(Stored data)
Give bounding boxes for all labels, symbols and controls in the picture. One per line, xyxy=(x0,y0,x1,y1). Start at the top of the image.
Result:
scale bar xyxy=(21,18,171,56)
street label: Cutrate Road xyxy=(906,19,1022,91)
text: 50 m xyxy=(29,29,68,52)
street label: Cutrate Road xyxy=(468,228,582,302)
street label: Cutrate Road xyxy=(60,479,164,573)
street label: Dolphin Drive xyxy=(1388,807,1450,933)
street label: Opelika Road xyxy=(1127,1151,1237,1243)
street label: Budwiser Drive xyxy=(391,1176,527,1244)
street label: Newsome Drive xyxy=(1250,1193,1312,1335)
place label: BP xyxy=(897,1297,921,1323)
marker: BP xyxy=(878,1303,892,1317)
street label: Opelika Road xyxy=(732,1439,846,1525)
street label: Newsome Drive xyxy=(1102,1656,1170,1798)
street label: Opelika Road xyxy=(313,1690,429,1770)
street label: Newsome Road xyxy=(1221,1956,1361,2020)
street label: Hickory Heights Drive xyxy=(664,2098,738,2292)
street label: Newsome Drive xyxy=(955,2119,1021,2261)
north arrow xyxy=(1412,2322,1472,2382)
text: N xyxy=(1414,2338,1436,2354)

▸ ASSIGNMENT: All records are to be retyped exactly. None may be omitted.

▸ EXERCISE OUTPUT:
Give bounding boxes for all labels, symbols and controls in the picture. One per line, xyxy=(x0,y0,x1,y1). Start at the top of the image.
Result:
scale bar xyxy=(21,18,171,56)
street label: Cutrate Road xyxy=(906,19,1022,91)
text: 50 m xyxy=(29,29,68,52)
street label: Cutrate Road xyxy=(468,228,582,302)
street label: Cutrate Road xyxy=(60,479,164,573)
street label: Dolphin Drive xyxy=(1388,807,1450,933)
street label: Opelika Road xyxy=(1127,1151,1237,1243)
street label: Budwiser Drive xyxy=(391,1176,527,1244)
street label: Newsome Drive xyxy=(1250,1193,1312,1335)
place label: BP xyxy=(897,1297,921,1323)
marker: BP xyxy=(878,1303,892,1317)
street label: Opelika Road xyxy=(732,1439,846,1525)
street label: Newsome Drive xyxy=(1102,1656,1170,1798)
street label: Opelika Road xyxy=(313,1690,429,1770)
street label: Newsome Road xyxy=(1221,1956,1361,2020)
street label: Hickory Heights Drive xyxy=(664,2098,738,2292)
street label: Newsome Drive xyxy=(955,2119,1021,2261)
north arrow xyxy=(1412,2322,1472,2382)
text: N xyxy=(1414,2338,1436,2354)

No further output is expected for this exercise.